About this exercise
Locate the line bearing "I am building a map index. Convert" in the material below, then reproduce it and each following line up to and including the line bearing "Quick job: Give".

Listed entries
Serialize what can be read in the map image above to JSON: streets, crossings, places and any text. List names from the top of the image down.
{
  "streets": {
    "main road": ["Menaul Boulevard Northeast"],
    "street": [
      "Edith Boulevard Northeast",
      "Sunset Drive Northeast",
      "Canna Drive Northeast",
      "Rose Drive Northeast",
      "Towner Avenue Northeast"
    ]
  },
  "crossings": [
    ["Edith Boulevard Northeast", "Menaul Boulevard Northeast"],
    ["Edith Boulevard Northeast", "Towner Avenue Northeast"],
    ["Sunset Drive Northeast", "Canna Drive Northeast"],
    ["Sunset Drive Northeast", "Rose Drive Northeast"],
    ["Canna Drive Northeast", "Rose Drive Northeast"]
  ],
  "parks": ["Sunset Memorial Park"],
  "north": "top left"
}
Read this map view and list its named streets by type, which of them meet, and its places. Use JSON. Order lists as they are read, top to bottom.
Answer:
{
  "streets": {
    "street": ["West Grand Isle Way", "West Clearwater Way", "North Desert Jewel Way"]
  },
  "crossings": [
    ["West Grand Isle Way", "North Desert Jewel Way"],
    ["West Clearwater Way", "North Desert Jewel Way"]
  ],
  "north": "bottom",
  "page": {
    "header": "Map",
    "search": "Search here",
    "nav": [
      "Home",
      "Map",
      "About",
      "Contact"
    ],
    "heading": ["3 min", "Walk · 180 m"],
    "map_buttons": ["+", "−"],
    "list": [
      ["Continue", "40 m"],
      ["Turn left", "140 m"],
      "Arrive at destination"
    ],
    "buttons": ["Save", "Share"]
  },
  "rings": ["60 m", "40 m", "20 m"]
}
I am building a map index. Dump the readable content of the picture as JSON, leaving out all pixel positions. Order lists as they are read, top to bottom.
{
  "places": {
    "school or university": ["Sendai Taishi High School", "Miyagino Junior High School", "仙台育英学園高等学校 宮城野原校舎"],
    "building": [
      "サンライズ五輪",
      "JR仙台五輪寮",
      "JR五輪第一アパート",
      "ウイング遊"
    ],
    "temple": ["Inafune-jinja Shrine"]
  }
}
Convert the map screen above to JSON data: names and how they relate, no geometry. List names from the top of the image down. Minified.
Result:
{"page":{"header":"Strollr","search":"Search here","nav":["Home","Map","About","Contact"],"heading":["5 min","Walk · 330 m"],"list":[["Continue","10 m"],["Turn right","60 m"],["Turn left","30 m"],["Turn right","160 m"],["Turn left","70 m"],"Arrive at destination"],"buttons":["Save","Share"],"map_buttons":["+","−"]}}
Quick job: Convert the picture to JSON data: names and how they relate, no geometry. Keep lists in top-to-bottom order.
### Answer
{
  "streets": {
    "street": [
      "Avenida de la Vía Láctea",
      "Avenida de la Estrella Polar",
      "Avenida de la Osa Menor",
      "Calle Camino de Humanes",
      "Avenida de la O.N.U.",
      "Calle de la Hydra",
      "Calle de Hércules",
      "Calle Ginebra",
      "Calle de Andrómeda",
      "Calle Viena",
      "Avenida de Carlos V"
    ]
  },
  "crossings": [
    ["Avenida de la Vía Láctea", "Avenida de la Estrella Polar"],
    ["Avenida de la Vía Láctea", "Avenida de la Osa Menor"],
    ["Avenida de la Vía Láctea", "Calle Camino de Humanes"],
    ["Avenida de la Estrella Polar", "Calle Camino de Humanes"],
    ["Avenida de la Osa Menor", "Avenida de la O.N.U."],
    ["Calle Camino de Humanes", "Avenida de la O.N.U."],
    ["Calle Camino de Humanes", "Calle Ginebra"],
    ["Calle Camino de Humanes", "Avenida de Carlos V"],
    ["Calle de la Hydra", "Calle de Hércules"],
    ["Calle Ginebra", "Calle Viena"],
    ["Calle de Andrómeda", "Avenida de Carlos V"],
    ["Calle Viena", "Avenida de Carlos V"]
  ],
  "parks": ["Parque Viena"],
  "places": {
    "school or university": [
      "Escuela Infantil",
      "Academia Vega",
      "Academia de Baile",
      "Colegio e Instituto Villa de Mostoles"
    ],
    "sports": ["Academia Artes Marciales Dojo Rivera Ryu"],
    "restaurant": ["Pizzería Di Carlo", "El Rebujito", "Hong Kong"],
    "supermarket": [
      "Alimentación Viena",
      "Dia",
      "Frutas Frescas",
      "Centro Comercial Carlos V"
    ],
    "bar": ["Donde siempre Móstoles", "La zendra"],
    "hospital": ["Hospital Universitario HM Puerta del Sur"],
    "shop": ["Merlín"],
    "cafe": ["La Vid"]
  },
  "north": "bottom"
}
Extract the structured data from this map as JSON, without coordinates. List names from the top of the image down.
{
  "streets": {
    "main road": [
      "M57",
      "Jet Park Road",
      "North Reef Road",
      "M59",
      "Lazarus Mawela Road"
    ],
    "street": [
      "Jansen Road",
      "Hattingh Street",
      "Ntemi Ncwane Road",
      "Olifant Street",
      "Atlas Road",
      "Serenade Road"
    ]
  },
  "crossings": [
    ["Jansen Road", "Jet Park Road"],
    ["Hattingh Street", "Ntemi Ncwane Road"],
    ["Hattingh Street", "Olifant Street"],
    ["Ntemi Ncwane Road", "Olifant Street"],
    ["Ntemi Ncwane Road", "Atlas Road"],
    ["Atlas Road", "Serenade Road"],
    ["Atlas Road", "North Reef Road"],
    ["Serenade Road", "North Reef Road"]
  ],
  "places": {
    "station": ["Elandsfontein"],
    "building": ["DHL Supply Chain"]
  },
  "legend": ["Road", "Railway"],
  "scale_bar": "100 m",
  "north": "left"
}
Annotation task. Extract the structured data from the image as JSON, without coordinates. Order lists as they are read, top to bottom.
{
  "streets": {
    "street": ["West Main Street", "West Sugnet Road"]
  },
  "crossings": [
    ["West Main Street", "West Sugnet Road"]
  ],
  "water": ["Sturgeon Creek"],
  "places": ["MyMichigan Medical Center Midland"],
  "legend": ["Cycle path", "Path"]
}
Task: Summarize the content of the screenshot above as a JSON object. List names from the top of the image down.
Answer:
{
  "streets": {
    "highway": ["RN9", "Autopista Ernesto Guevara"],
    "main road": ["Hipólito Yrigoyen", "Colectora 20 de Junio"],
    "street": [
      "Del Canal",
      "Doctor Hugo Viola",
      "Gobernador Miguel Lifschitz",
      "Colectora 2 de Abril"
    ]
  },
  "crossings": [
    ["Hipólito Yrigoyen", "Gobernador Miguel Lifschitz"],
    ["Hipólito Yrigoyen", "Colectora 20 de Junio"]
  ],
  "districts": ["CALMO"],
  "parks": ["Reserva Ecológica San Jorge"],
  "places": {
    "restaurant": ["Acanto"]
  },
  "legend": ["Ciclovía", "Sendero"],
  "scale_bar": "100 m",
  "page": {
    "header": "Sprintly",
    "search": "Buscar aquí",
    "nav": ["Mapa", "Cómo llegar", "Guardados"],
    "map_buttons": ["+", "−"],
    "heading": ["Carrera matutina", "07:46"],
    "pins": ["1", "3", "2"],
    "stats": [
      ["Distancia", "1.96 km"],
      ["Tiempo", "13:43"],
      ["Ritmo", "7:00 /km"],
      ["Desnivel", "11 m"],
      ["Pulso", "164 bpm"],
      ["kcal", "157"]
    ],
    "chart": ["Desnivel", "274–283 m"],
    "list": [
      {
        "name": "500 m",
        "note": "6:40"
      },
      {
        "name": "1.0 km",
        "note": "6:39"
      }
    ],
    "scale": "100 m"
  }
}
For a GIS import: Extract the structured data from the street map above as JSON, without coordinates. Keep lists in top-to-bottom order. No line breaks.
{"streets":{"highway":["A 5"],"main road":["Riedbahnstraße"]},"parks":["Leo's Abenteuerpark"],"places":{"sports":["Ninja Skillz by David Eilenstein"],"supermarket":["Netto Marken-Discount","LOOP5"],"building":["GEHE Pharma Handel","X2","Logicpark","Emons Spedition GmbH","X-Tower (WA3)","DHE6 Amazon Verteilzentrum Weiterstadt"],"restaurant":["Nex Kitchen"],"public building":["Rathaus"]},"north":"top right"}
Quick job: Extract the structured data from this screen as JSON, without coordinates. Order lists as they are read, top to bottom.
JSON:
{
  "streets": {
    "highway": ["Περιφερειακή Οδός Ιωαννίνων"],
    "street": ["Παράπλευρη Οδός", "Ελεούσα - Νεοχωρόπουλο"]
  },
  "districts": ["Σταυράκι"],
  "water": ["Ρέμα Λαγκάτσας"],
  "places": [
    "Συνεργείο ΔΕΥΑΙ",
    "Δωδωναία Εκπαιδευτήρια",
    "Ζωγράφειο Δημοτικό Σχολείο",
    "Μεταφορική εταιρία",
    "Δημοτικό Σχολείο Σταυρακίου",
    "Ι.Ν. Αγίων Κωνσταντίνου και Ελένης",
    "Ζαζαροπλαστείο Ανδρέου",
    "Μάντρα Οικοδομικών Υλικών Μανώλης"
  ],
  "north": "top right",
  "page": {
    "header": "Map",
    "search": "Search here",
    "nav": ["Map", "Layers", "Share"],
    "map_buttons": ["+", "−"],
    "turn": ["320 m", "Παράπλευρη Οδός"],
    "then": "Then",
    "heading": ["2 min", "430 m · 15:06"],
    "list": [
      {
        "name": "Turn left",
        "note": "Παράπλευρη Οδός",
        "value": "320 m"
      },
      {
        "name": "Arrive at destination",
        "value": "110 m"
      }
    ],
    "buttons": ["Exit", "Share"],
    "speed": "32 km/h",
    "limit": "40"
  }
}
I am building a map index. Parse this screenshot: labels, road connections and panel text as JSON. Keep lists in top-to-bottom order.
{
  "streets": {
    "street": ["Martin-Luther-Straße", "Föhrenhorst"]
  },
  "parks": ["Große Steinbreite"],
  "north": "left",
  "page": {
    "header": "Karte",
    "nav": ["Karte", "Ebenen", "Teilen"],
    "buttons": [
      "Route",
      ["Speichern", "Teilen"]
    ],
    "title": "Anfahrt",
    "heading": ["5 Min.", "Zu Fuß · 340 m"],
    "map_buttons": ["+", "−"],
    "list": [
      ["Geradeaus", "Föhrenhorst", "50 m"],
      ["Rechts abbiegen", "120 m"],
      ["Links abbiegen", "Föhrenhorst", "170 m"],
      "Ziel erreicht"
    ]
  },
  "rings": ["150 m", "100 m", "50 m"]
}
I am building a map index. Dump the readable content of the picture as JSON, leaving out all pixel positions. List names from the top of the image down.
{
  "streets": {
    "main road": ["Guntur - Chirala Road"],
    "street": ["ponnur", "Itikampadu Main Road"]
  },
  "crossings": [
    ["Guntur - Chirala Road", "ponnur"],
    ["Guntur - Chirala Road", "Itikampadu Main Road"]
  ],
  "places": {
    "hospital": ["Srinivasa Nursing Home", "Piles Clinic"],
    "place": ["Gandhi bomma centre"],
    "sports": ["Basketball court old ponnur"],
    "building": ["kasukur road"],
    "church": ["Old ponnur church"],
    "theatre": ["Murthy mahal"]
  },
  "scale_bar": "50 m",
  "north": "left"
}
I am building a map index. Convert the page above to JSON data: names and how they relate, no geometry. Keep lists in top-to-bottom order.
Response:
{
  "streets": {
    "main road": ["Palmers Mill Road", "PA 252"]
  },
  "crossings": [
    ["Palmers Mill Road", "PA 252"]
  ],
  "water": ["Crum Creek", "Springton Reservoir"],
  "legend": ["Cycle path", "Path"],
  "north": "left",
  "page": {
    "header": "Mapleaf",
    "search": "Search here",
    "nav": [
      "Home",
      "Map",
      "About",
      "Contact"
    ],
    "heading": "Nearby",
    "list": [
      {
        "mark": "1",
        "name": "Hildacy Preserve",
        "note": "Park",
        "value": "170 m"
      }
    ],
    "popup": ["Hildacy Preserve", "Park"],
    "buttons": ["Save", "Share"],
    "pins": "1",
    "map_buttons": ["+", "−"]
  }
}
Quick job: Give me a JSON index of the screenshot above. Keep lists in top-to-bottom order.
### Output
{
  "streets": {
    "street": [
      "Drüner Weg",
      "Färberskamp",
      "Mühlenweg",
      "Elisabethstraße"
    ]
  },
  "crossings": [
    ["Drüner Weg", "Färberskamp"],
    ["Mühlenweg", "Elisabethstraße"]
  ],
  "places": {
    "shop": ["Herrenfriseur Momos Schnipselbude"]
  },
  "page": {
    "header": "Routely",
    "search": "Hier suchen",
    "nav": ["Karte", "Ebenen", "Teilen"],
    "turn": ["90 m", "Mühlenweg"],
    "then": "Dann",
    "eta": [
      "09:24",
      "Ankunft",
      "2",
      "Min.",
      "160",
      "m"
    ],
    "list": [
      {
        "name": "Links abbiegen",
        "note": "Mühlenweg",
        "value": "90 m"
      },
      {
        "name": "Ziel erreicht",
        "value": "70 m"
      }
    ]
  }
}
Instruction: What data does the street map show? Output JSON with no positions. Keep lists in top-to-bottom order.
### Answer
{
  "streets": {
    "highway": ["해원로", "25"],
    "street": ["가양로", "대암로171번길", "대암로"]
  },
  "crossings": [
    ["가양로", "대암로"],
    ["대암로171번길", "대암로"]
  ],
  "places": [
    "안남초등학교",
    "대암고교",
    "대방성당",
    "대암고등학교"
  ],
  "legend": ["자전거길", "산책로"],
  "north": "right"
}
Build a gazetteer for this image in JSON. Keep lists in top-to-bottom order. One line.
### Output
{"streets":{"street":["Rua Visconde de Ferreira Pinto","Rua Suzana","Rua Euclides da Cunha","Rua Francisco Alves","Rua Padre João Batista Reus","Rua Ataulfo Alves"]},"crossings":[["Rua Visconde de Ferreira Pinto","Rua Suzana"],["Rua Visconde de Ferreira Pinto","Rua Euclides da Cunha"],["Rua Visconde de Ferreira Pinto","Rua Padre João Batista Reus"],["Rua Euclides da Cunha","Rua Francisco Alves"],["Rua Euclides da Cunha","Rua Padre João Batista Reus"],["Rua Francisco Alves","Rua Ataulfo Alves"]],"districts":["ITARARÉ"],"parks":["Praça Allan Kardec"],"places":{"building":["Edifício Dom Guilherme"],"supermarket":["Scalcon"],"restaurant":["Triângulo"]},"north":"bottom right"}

Finished task
I am building a map index. Convert the page above to JSON data: names and how they relate, no geometry. Keep lists in top-to-bottom order.
Response:
{
  "streets": {
    "main road": ["Palmers Mill Road", "PA 252"]
  },
  "crossings": [
    ["Palmers Mill Road", "PA 252"]
  ],
  "water": ["Crum Creek", "Springton Reservoir"],
  "legend": ["Cycle path", "Path"],
  "north": "left",
  "page": {
    "header": "Mapleaf",
    "search": "Search here",
    "nav": [
      "Home",
      "Map",
      "About",
      "Contact"
    ],
    "heading": "Nearby",
    "list": [
      {
        "mark": "1",
        "name": "Hildacy Preserve",
        "note": "Park",
        "value": "170 m"
      }
    ],
    "popup": ["Hildacy Preserve", "Park"],
    "buttons": ["Save", "Share"],
    "pins": "1",
    "map_buttons": ["+", "−"]
  }
}
Quick job: Give me a JSON index of the screenshot above. Keep lists in top-to-bottom order.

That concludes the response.